Cognitive debriefing survey results were summarized and showed that most patients found the items easy to complete, comprehensible, acceptable, and not redundant. A notable change from TNAS v2.0 was the separation of "numbness" from "tingling," although these 2 items remained the most severe, followed by a new "pain" item. The Cronbach coefficient alphas for the 9-item TNAS were 0.88 and 0.90 at the first and second administrations, respectively, indicating good reliability. The test-retest reliability of the TNAS was 0.97. The correlation coefficients for the 9-item TNAS and the EORTC-CIPN20 were 0.69 for the sensory subscale, 0.70 for the motor subscale, and 0.32 for the autonomic subscale, indicating good validity.

CONCLUSION

This psychometric evaluation showed that the TNAS v3.0 is valid and reliable. Further research is needed to determine clinically meaningful differences in TNAS v3.0 scores and demonstrate its responsiveness over time.

摘要

背景

之前已报道了治疗引起的神经病变评估量表(TNAS v2.0)的验证情况,该量表是一种患者报告的与癌症治疗引起的周围神经病变(TIPN)相关症状的测评工具。

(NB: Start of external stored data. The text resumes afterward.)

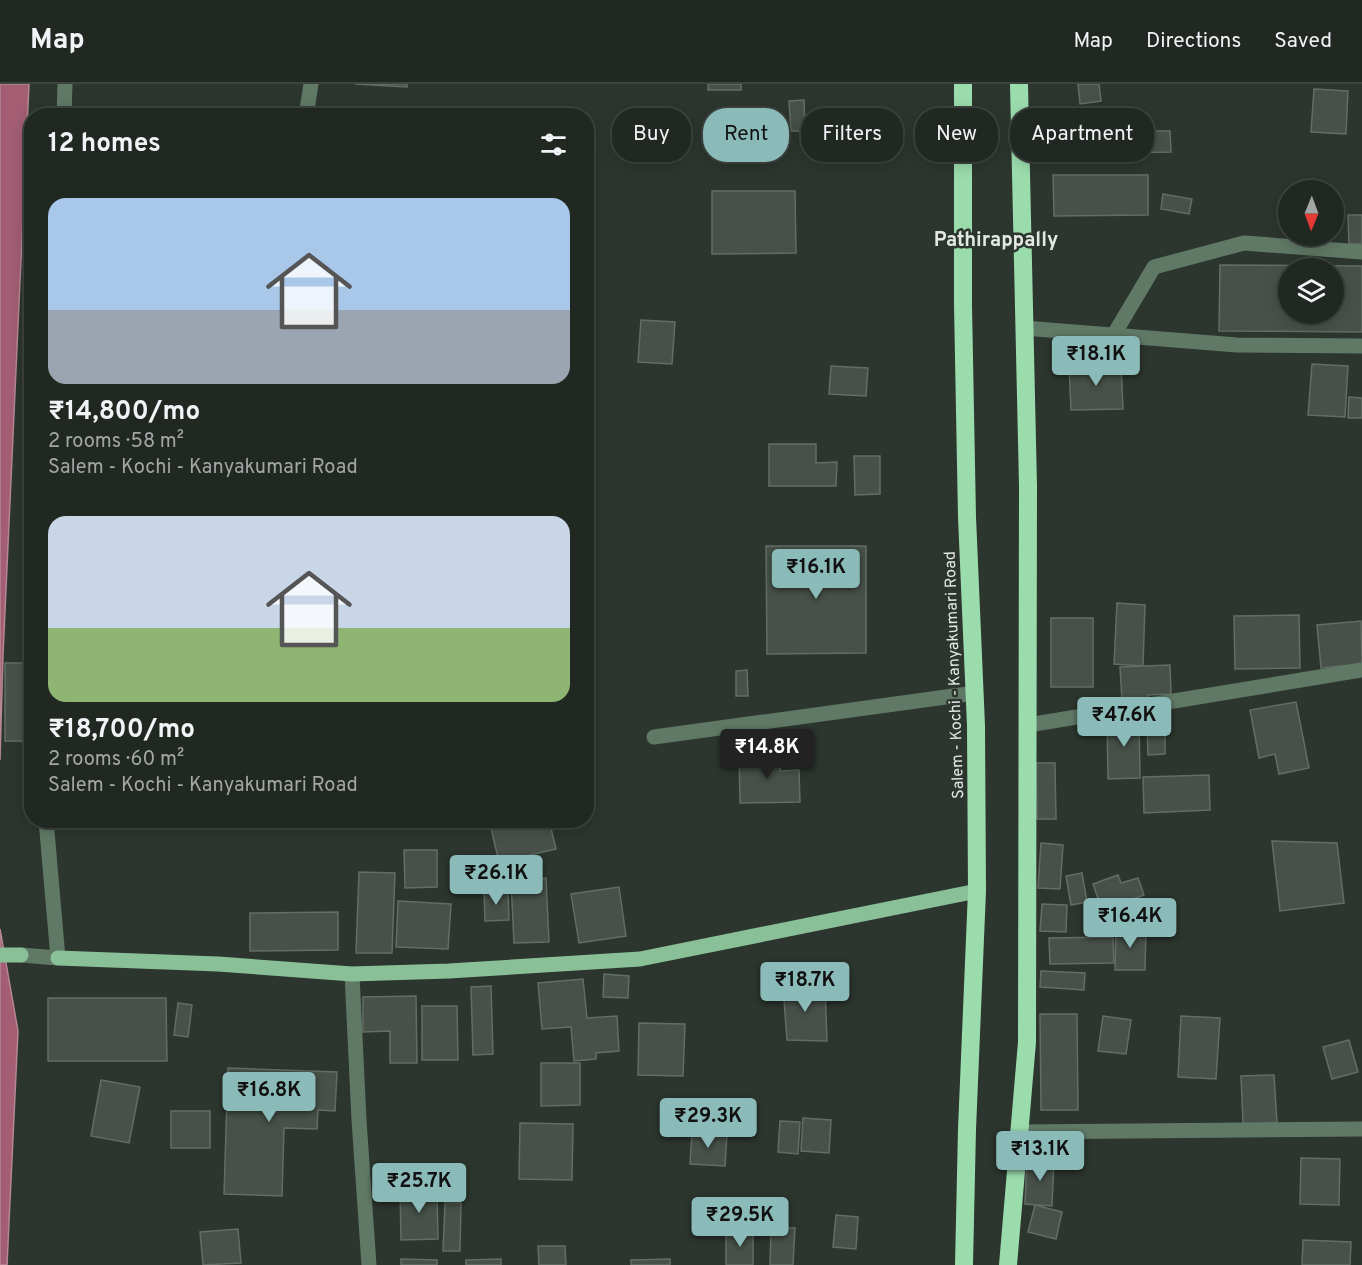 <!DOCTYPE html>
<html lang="en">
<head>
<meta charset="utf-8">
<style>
  body { margin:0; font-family:Overpass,sans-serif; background:#2d342f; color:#f1f3f6; height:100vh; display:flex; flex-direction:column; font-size:22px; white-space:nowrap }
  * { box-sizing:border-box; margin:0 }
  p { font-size:20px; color:#a2a6a5 }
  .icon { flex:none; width:33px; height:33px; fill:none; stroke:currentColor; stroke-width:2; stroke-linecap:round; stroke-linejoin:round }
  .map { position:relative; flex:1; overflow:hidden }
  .sheet { position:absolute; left:24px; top:24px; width:570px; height:720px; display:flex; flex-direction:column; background:#212822; border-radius:24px; box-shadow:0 3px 15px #0003,0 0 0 2px #3e4440 }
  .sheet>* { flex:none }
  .guide { position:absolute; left:612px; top:24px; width:570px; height:54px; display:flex; gap:12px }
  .needle { width:39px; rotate:181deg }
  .controls { position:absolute; left:1278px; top:96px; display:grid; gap:12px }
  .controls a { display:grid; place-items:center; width:66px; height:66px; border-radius:50%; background:#212822; box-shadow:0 3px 15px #0003,0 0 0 2px #3e4440; font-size:30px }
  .price { position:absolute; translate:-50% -51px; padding:0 14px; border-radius:6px; background:#8bbbb9; color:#111; font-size:20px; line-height:39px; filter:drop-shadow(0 2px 3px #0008) }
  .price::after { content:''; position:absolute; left:50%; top:36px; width:18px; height:14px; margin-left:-9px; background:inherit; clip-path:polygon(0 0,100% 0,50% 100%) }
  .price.selected { background:#222; color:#fff }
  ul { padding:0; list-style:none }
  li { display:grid; align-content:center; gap:12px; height:318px; padding:0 24px }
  li span { display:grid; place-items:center; height:186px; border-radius:18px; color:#555 }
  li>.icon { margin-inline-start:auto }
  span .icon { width:108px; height:108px; fill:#fffc; stroke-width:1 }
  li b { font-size:26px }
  h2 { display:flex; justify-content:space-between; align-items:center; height:72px; padding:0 24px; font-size:26px }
  .pill { padding:0 21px; border-radius:24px; background:#212822; box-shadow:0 3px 15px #0003,0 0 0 2px #3e4440; font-size:21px; line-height:54px }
  .pill.selected { background:#8bbbb9; color:#111 }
  header { display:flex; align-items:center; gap:36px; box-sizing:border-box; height:84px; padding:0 30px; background:#212822; border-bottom:2px solid #3e4440 }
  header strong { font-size:28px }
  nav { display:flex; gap:33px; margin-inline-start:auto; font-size:21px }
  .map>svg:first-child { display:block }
</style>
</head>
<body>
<header>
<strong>Map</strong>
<nav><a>Map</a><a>Directions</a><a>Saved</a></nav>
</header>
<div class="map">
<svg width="1362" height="1181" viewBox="0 0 1362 1181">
  <rect width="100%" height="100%" fill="#2c352e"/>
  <g fill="#a35e74" stroke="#b68796" stroke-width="1.5">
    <polygon points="0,0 29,0 3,571 0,676"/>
    <polygon points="0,845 18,947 7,1181 0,1181"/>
  </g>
  <g fill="#475149" stroke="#636d65" stroke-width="1.5" fill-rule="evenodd">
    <polygon points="355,0 407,0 407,3"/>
    <rect x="708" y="0" width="33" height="6"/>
    <polygon points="1078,0 1099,0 1101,17 1080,20"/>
    <polygon points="1314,5 1348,7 1346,50 1311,48"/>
    <polygon points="804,16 805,47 791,47 789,17"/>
    <polygon points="1136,47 1170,47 1171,68 1038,71 1038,49"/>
    <polygon points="1053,91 1148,91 1148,131 1054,132"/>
    <polygon points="712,107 795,107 796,169 712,170"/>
    <polygon points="1163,110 1192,115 1189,130 1161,125"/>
    <polygon points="1348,131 1362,131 1362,160 1349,160"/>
    <path d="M1220,181L1362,182V248L1219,247ZM1288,184H1334V230H1288Z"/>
    <polygon points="641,236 675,238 672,280 638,278"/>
    <polygon points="1121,279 1123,325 1071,326 1069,281"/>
    <polygon points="1312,280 1348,282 1345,333 1308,331"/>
    <polygon points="831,282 868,284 866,312 829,310"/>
    <polygon points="1349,313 1362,314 1362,334 1348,334"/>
    <polygon points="769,360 816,360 816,379 837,378 836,402 769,402"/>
    <polygon points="854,372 880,372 880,410 855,411"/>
    <polygon points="766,462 866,462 866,569 767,570"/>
    <polygon points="1117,519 1145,521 1143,582 1114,580"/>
    <polygon points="1299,531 1300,584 1235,585 1234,532"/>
    <rect x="1051" y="534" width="42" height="69"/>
    <polygon points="1361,537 1362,580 1321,584 1317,541"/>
    <rect x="5" y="579" width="27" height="78"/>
    <polygon points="1170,581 1171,610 1148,611 1148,615 1122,616 1120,583"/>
    <polygon points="747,586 748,612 736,612 736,587"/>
    <polygon points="1296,618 1309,684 1279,690 1275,670 1259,674 1250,626"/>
    <polygon points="1139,632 1140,694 1108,695 1107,633"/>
    <polygon points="1147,642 1165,642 1165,670 1148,671"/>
    <polygon points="780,668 780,687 799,686 800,718 740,719 739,669"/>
    <polygon points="1036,679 1055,679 1056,735 1037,735"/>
    <polygon points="1209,691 1210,726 1144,729 1143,693"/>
    <polygon points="489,736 549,736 556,765 499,778"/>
    <polygon points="1272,757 1337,759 1344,819 1280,827"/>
    <polygon points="1041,759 1063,761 1060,805 1038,804"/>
    <polygon points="404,766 437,766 437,803 405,804"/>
    <polygon points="359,788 395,789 392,869 356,869"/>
    <polygon points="1082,789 1087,818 1071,821 1066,792"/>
    <polygon points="1118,791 1121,799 1138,794 1144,811 1102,826 1093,800"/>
    <polygon points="546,794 549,858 514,859 511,796"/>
    <polygon points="619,803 626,852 579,859 571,810"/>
    <polygon points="508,806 509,836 485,837 484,807"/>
    <polygon points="398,817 451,820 448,865 396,863"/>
    <polygon points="1042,820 1067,821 1066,848 1040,847"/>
    <polygon points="338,828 338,866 250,867 250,829"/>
    <polygon points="1116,843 1146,844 1145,886 1115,886"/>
    <polygon points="1113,853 1114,879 1050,880 1049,854"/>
    <polygon points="1041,887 1085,889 1084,906 1040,903"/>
    <polygon points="604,890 629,892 628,914 603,913"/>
    <polygon points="583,895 587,934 617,932 619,967 596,969 596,975 574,977 571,943 542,945 538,899"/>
    <polygon points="491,902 493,970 473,971 471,903"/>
    <polygon points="783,902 825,903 827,957 787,956"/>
    <polygon points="416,912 417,979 390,979 390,947 363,948 363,913"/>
    <polygon points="48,914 166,914 167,977 48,977"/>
    <polygon points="178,919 192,921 188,953 174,951"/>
    <polygon points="422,922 457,922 458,976 422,976"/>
    <polygon points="1040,930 1077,930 1078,1026 1041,1026"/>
    <polygon points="1103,932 1131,936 1126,970 1098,967"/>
    <polygon points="1181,932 1220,934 1216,995 1178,993"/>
    <polygon points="639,939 685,940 683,992 638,991"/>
    <polygon points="1349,956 1358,988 1332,995 1323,963"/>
    <polygon points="541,979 580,979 580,1021 541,1022"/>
    <polygon points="228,984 337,988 335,1027 318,1026 317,1045 284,1044 282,1112 224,1110"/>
    <polygon points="1274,991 1277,1039 1243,1040 1241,992"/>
    <polygon points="101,996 140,1003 129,1059 91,1052"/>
    <rect x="171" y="1027" width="39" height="37"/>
    <polygon points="803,1034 831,1036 829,1069 801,1067"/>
    <polygon points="780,1037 800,1038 798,1070 778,1068"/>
    <polygon points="520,1039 573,1040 572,1096 519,1095"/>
    <polygon points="692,1048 727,1050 725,1082 690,1080"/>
    <polygon points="1301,1074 1340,1075 1339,1121 1300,1120"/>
    <polygon points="1027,1075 1054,1076 1052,1122 1025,1120"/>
    <polygon points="400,1105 437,1105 438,1155 401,1156"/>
    <polygon points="445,1119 461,1119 460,1167 443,1167"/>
    <polygon points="1035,1121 1062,1128 1056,1155 1028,1148"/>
    <polygon points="836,1131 858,1133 856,1165 833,1163"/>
    <polygon points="771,1143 795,1144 793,1181 770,1181"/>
    <polygon points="238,1145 241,1179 203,1181 200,1148"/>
    <rect x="726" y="1146" width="27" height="35"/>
    <polygon points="1303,1156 1351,1158 1350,1181 1302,1181"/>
    <polygon points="538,1162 565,1162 566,1181 539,1181"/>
    <polygon points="401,1175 437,1176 437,1181 401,1181"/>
    <polygon points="501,1175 501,1181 466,1181 466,1176"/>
    <polygon points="670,1175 670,1181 631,1181 631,1176"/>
  </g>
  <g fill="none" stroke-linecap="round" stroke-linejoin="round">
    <g stroke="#607966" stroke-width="15">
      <polyline points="64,32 65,0"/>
      <polyline points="306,32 311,0"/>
      <polyline points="1024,244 1237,261 1362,262"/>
      <polyline points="1113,252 1154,183 1244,159 1362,168"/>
      <polyline points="1028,641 1362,586"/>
      <polyline points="654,653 975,609"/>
      <polyline points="21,871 58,874 46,736"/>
      <polyline points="352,890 359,1036 369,1181"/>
      <polyline points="1019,1048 1362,1045"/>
    </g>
    <g stroke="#8ac098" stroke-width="15">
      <polyline points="0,871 21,871"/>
      <polyline points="58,874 218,880 352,890 449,887 640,875 977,807"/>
    </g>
    <g stroke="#9bdcac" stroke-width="18">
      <polyline points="963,0 963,221 967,433 976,642 977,807 967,1045 964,1181"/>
      <polyline points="1008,1181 1027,958 1028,402 1019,0"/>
    </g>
  </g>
  <g text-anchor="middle" stroke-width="5" stroke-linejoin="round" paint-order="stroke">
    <g font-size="16" fill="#e3e8e4" stroke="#2c352e">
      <text transform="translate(953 591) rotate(-92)" y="6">Salem - Kochi - Kanyakumari Road</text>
    </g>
    <g font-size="20" font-weight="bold" fill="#e3e8e4" stroke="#2c352e">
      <text x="996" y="162">Pathirappally</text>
    </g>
  </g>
</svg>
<div class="controls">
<a><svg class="needle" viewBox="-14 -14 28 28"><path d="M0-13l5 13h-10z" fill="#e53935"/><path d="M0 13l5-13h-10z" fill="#a2a6a5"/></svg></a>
<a><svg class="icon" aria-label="layers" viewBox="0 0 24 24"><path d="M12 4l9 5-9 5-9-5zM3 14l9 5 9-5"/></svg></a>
</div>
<b class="price" style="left:1096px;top:303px">₹18.1K</b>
<b class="price" style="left:816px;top:516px">₹16.1K</b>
<b class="price" style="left:1124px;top:664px">₹47.6K</b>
<b class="price selected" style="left:767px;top:696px">₹14.8K</b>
<b class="price" style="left:496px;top:822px">₹26.1K</b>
<b class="price" style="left:1130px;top:865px">₹16.4K</b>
<b class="price" style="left:805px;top:929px">₹18.7K</b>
<b class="price" style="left:269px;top:1039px">₹16.8K</b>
<b class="price" style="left:708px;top:1065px">₹29.3K</b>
<b class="price" style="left:1040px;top:1098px">₹13.1K</b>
<b class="price" style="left:419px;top:1130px">₹25.7K</b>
<b class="price" style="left:740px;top:1164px">₹29.5K</b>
<div class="guide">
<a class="pill">Buy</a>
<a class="pill selected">Rent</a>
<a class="pill">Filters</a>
<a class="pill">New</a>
<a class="pill">Apartment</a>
</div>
<section class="sheet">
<h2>12 homes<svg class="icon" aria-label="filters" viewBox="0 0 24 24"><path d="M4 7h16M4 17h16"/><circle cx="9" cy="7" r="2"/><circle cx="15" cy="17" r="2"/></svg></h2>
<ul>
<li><span style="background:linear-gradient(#a9c7e8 60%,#9aa5b1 0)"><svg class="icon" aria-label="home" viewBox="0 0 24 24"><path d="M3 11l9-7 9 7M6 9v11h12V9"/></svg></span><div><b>₹14,800/mo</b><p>2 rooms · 58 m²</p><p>Salem - Kochi - Kanyakumari Road</p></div></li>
<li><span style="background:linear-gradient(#c9d6e8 60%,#8fb573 0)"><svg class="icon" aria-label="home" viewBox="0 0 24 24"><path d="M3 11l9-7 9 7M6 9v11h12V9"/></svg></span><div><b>₹18,700/mo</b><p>2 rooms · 60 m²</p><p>Salem - Kochi - Kanyakumari Road</p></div></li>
</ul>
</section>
</div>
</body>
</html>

进一步的患者反馈(定性访谈、认知详析)表明,该量表应进行修改,以更好地反映TIPN经历。我们报告了修订版(TNAS v3.0)在评估各种癌症治疗中的TIPN方面的表现。此TNAS版本根据美国食品药品监督管理局关于患者报告结局测评工具开发的指南,纳入了大量患者反馈。分别接受硼替佐米、奥沙利铂或紫杉烷 - 铂联合疗法治疗的多发性骨髓瘤、结直肠癌或妇科癌症患者,在预定的门诊就诊期间完成了TNAS v3.0、欧洲癌症研究与治疗组织化疗引起的周围神经病变量表(EORTC - CIPN20)以及一项认知详析调查。患者还参与了关于其TIPN症状的深入定性访谈。对TNAS v3.0的心理测量特性进行了评估。

结果

认知详析调查结果汇总显示,大多数患者认为这些条目易于完成、易于理解、可以接受且不存在冗余。与TNAS v2.0的一个显著变化是将“麻木”与“刺痛”分开,尽管这两个条目仍然是最严重的,其次是一个新的“疼痛”条目。9项TNAS在首次和第二次施测时的克朗巴哈系数α分别为0.88和0.90,表明可靠性良好。TNAS的重测信度为0.97。9项TNAS与EORTC - CIPN20的相关系数在感觉子量表上为0.69,运动子量表上为0.70,自主子量表上为0.32,表明效度良好。

结论

这项心理测量评估表明TNAS v3.0有效且可靠。需要进一步研究以确定TNAS v3.0分数在临床上有意义的差异,并证明其随时间的反应性。